### The problem
Please print every record below exactly as written, leaving out the pictures.

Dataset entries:
»»

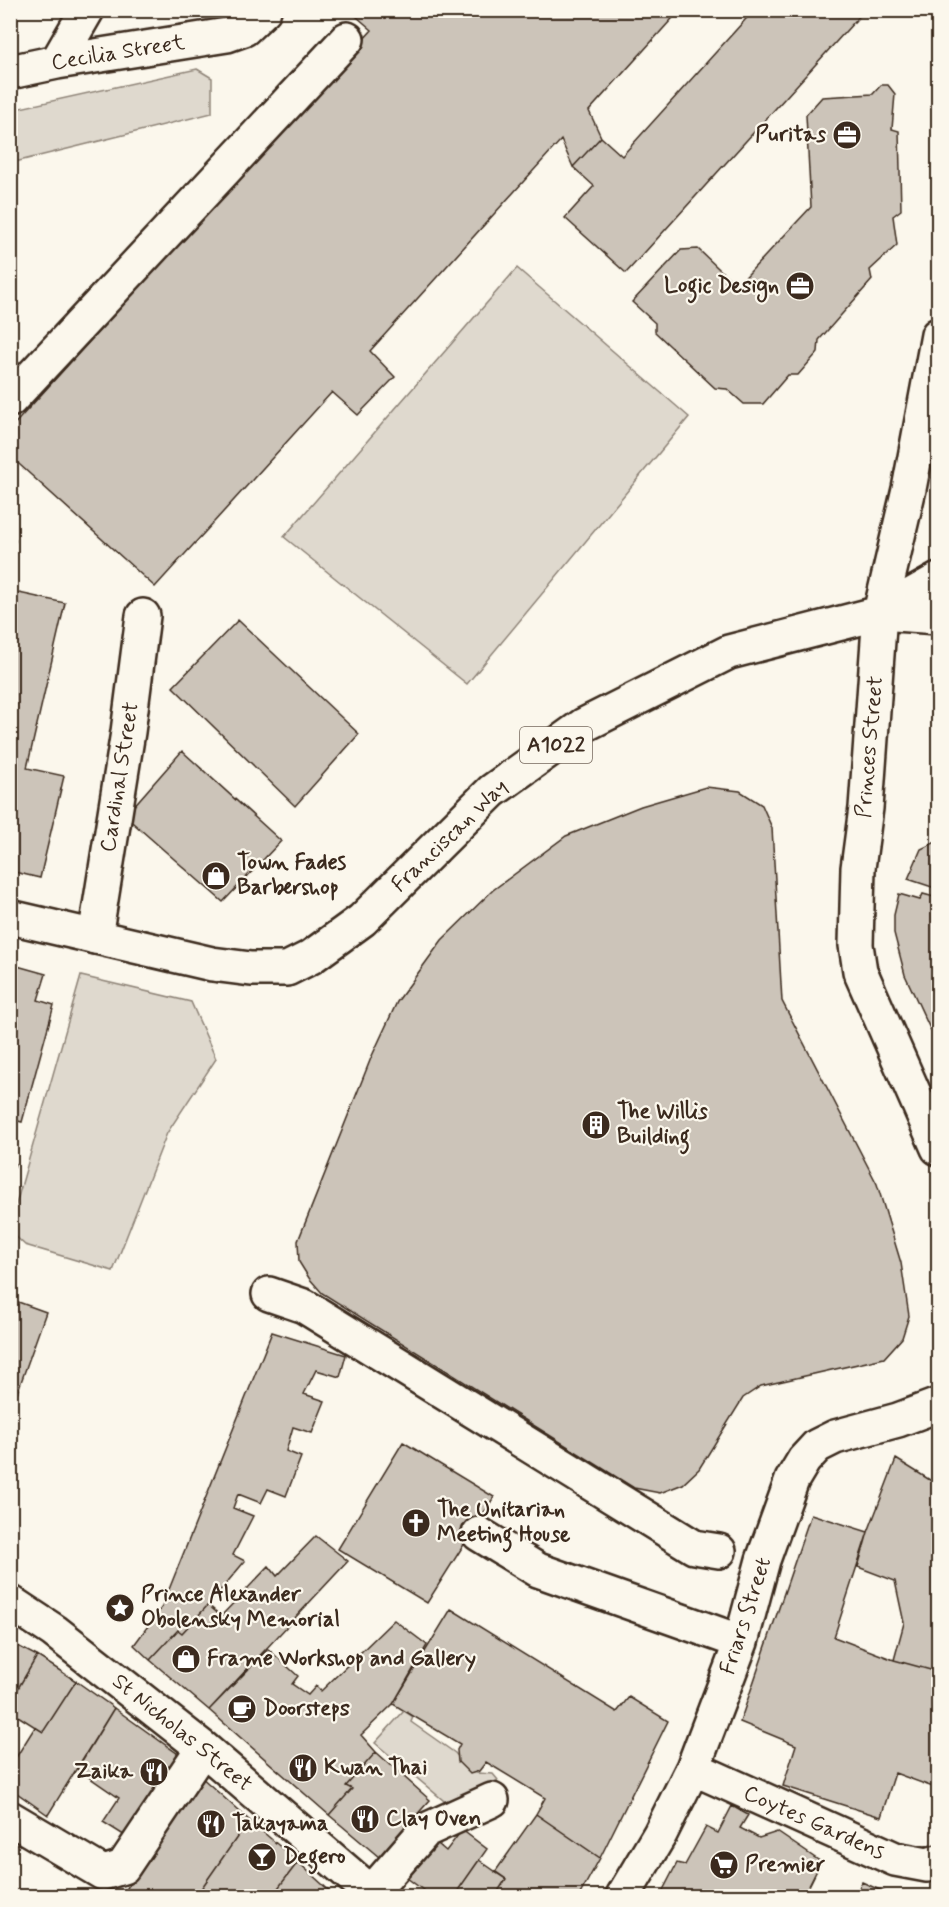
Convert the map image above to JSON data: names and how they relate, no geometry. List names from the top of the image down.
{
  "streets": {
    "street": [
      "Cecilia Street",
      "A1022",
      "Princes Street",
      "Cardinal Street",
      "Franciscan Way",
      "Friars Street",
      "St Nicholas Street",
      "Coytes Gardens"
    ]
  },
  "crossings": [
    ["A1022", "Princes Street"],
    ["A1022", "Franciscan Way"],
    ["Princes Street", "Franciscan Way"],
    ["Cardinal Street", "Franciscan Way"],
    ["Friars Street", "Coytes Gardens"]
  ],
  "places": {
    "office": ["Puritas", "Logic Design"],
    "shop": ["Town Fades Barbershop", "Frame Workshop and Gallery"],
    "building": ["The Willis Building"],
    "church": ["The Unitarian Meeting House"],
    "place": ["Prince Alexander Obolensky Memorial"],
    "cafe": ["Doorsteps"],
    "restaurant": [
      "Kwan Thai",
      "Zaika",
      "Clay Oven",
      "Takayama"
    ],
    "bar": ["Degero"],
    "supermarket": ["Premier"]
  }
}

««

### Written answer
Convert the map image above to JSON data: names and how they relate, no geometry. List names from the top of the image down.
{
  "streets": {
    "street": [
      "Cecilia Street",
      "A1022",
      "Princes Street",
      "Cardinal Street",
      "Franciscan Way",
      "Friars Street",
      "St Nicholas Street",
      "Coytes Gardens"
    ]
  },
  "crossings": [
    ["A1022", "Princes Street"],
    ["A1022", "Franciscan Way"],
    ["Princes Street", "Franciscan Way"],
    ["Cardinal Street", "Franciscan Way"],
    ["Friars Street", "Coytes Gardens"]
  ],
  "places": {
    "office": ["Puritas", "Logic Design"],
    "shop": ["Town Fades Barbershop", "Frame Workshop and Gallery"],
    "building": ["The Willis Building"],
    "church": ["The Unitarian Meeting House"],
    "place": ["Prince Alexander Obolensky Memorial"],
    "cafe": ["Doorsteps"],
    "restaurant": [
      "Kwan Thai",
      "Zaika",
      "Clay Oven",
      "Takayama"
    ],
    "bar": ["Degero"],
    "supermarket": ["Premier"]
  }
}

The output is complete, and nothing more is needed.